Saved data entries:
• • • •

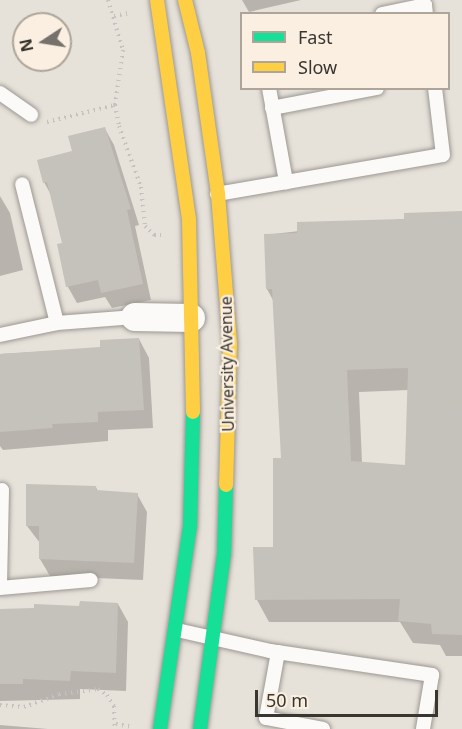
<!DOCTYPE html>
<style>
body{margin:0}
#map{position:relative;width:462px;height:729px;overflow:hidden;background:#e6e1d9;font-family:"Noto Sans",sans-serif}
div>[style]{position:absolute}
.shadow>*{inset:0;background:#0003}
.building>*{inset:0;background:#c5c1bb}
.path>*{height:4px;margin-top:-2px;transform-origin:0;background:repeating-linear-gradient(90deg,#c4c2bf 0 1.5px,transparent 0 6px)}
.roads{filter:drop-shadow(0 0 2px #9c9892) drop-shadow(0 0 2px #9c9892)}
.lane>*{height:14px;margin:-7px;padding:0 7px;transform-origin:7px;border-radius:7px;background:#fbfaf9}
.street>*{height:28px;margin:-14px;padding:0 14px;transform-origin:14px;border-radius:14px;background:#fbfaf9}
.fast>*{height:14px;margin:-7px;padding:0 7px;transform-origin:7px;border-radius:7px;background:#16e098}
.slow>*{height:14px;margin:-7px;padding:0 7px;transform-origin:7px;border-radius:7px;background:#ffcf43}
span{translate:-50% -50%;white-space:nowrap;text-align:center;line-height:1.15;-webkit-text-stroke:4.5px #faefe0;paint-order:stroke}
.street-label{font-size:16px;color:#39352f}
.legend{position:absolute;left:240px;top:12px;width:210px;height:78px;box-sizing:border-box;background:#faefe0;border:2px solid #ada599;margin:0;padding:8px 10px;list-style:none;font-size:18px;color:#39352f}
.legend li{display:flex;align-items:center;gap:12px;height:30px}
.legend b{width:30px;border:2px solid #ada599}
.north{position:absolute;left:12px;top:12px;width:60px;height:60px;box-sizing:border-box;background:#faefe0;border:2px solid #ada599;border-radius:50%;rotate:258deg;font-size:16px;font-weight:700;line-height:24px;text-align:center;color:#39352f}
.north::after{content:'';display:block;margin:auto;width:21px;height:27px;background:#76716a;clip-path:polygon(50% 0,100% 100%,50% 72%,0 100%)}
.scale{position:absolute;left:255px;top:690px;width:183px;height:27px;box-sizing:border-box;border:3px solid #39352f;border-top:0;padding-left:8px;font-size:18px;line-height:21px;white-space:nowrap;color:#39352f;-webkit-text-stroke:4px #faefe0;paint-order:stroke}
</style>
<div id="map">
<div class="shadow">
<div style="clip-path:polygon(242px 0,301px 0,249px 12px)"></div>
<div style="clip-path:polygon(105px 129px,114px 145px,139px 225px,135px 226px,151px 300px,112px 308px,105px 297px,77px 303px,68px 287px,59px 246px,64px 245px,51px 195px,44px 182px)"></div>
<div style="clip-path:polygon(0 196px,10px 213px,23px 270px,0 276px)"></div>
<div style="clip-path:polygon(evenodd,462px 212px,462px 656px,446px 656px,440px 645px,413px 643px,400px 622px,269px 622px,257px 600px,255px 549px,275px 549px,283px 459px,274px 302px,267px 289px,265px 235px,462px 212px,409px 390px,407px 467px,362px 463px,359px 392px,409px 390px)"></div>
<div style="clip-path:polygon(139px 339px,149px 358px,153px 428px,108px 430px,108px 441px,3px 450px,0 446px,0 354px,102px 348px)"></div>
<div style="clip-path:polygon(96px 487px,98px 492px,137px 494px,147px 512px,143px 580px,50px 576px,40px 559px,40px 543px,27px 526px)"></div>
<div style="clip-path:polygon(118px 604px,128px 622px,126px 691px,80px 689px,80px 699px,0 701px,0 624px)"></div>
<div style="clip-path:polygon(0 725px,48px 729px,0 729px)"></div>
</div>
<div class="building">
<div style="clip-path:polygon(105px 127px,131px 209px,127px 210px,143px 284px,101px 293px,98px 280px,66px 287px,57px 244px,62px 243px,47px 182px,43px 183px,37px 160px,72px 151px,68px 136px)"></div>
<div style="clip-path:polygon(evenodd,462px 211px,462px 635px,432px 634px,431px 624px,398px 621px,400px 599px,255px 600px,253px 547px,273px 547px,273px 458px,281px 458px,272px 289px,266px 289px,264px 234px,297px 233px,297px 222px,404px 219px,404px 213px,462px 211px,408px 368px,405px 465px,351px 461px,347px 370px,408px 368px)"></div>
<div style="clip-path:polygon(139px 338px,144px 410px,98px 412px,98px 422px,52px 424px,53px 428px,0 432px,0 354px,100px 347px,100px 340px)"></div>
<div style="clip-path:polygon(26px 484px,96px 486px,96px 490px,138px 493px,134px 563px,39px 559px,39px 526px,26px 526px)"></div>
<div style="clip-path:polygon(80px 601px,118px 603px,116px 673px,71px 671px,70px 681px,23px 679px,23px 684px,0 684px,0 609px,34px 608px,34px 604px,79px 606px)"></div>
</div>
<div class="path">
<div style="left:108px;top:0;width:52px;rotate:73.3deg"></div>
<div style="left:123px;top:50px;width:56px;rotate:98.3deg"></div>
<div style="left:115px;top:105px;width:21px;rotate:79deg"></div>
<div style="left:119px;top:126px;width:65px;rotate:70.2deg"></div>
<div style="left:141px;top:187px;width:39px;rotate:84deg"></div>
<div style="left:145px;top:226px;width:13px;rotate:45deg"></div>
<div style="left:154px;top:235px;width:7px"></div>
<div style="left:114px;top:16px;width:16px;rotate:-11deg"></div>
<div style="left:47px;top:122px;width:70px;rotate:-14deg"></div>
<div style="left:448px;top:415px;width:14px"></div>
<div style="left:0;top:705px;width:24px;rotate:5deg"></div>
<div style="left:24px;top:707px;width:37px;rotate:-20deg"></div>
<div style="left:59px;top:694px;width:39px;rotate:-7deg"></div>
<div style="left:98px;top:689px;width:11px;rotate:34deg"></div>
<div style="left:107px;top:695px;width:13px;rotate:58deg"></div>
<div style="left:114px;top:706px;width:23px;rotate:88deg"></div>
<div style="left:116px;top:724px;width:17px;rotate:10deg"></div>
</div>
<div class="roads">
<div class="lane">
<div style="left:382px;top:14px;width:44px;rotate:-11.8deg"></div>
<div style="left:425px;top:5px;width:9px;rotate:84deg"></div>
<div style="left:269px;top:88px;width:96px;rotate:79.7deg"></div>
<div style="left:0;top:93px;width:38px;rotate:35deg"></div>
<div style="left:272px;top:108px;width:107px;rotate:-10.8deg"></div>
<div style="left:217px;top:194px;width:229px;rotate:-9.8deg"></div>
<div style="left:443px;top:155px;width:67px;rotate:-96.8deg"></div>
<div style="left:57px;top:323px;width:78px;rotate:-4.4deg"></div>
<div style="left:0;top:335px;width:58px;rotate:-11.9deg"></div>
<div style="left:57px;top:323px;width:143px;rotate:-104.1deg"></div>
<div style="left:2px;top:490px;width:98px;rotate:91.2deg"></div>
<div style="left:0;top:588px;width:91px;rotate:-5deg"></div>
<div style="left:177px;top:630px;width:95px;rotate:12.7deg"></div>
<div style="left:270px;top:651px;width:164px;rotate:8.4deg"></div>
<div style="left:432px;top:675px;width:55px;rotate:99.5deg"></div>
<div style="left:278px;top:652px;width:67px;rotate:100.3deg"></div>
<div style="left:266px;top:718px;width:58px;rotate:10.9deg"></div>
</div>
<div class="street">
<div style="left:135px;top:317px;width:56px;rotate:1deg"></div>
</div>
<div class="fast">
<div style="left:160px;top:729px;width:204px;rotate:-81.6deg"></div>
<div style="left:190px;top:527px;width:115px;rotate:-88.5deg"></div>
<div style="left:200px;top:729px;width:177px;rotate:-82.2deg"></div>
<div style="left:224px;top:554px;width:69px;rotate:-88.3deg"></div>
</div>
<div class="slow">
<div style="left:157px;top:0;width:222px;rotate:81.7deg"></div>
<div style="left:189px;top:220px;width:192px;rotate:88.8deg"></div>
<div style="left:185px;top:0;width:55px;rotate:76.2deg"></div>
<div style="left:198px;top:53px;width:142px;rotate:81.9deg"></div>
<div style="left:218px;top:194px;width:150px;rotate:85.4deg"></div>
<div style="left:230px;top:344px;width:141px;rotate:91.6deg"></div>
</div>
</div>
<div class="street-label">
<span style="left:227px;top:364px;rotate:-91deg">University Avenue</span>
</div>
<ul class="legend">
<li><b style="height:8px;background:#16e098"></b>Fast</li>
<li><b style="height:8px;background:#ffcf43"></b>Slow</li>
</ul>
<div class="north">N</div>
<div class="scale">50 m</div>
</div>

• • • •

Exercise aim: Repeat the records above exactly, from the first line through the line that contains "2px #9c9892) drop-shadow(0", and leave out the pictures.

Reply to the exercise:
<!DOCTYPE html>
<style>
body{margin:0}
#map{position:relative;width:462px;height:729px;overflow:hidden;background:#e6e1d9;font-family:"Noto Sans",sans-serif}
div>[style]{position:absolute}
.shadow>*{inset:0;background:#0003}
.building>*{inset:0;background:#c5c1bb}
.path>*{height:4px;margin-top:-2px;transform-origin:0;background:repeating-linear-gradient(90deg,#c4c2bf 0 1.5px,transparent 0 6px)}
.roads{filter:drop-shadow(0 0 2px #9c9892) drop-shadow(0 0 2px #9c9892)}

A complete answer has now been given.